In my previous post I offered a quote from Origen’s Philocalia, in which he compares scriptural interpretation to a house with locked rooms and scattered keys. Successful interpretation depends, then, on having access to all the keys (the entire Bible), so that less obscure verses from the Bible might serve as keys that can unlock the more obscure. I want to offer a few additional thoughts regarding the promises and pitfalls of employing this “let Scripture interpret Scripture” reading strategy.

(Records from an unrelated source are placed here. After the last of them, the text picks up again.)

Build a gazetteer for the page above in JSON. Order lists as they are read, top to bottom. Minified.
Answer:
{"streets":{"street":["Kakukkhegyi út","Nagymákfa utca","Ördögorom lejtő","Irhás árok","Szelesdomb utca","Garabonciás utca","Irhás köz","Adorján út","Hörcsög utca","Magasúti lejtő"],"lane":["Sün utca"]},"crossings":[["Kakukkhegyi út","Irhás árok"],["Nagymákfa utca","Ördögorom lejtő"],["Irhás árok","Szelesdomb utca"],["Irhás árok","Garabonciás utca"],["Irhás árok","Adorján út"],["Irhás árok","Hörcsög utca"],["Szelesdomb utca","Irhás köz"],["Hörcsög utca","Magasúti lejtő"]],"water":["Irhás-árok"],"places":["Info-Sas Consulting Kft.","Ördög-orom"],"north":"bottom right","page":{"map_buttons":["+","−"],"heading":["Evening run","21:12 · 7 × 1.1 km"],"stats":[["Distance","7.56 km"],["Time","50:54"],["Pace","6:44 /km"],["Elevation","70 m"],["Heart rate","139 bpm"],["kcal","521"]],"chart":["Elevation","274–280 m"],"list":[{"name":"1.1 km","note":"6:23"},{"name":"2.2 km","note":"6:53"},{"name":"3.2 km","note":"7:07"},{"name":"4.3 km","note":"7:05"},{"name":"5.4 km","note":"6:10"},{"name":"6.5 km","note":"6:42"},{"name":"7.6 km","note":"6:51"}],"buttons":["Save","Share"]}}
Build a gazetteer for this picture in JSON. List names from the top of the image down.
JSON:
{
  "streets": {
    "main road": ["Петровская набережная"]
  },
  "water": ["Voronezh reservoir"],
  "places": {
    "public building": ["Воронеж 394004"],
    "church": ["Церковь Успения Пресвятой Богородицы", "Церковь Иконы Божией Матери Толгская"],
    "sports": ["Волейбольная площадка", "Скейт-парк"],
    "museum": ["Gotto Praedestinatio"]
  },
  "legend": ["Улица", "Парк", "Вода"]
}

Most professional contemporary interpreters, especially those wedded exclusively to historical-critical methods of reading, are cautious with such a rule (and often rightly so!) inasmuch as it can cause a false harmonization of the different voices in Scripture. It can force, for instance, the author of Genesis to agree with the Apostle Paul when in reality these two authors have their own unique things to offer, especially since the world of Genesis and of Paul are quite different historically, socially, and linguistically. Historical-critical approaches emphasize that the Bible is a human cultural artifact and thus is appropriately understood only when the historical conditions surrounding its ancient production and reception are appreciated. In other words, even if the Bible is God’s Word, it is nonetheless certainly a human “word” and must be understood in the first instance as such. And even those open to other reading strategies beyond the historical-critical might fear ways in which this rule can be abused: Scripture should not be Gumbi or Play-Do, frivolously shaped into whatever the contemporary interpreter desires.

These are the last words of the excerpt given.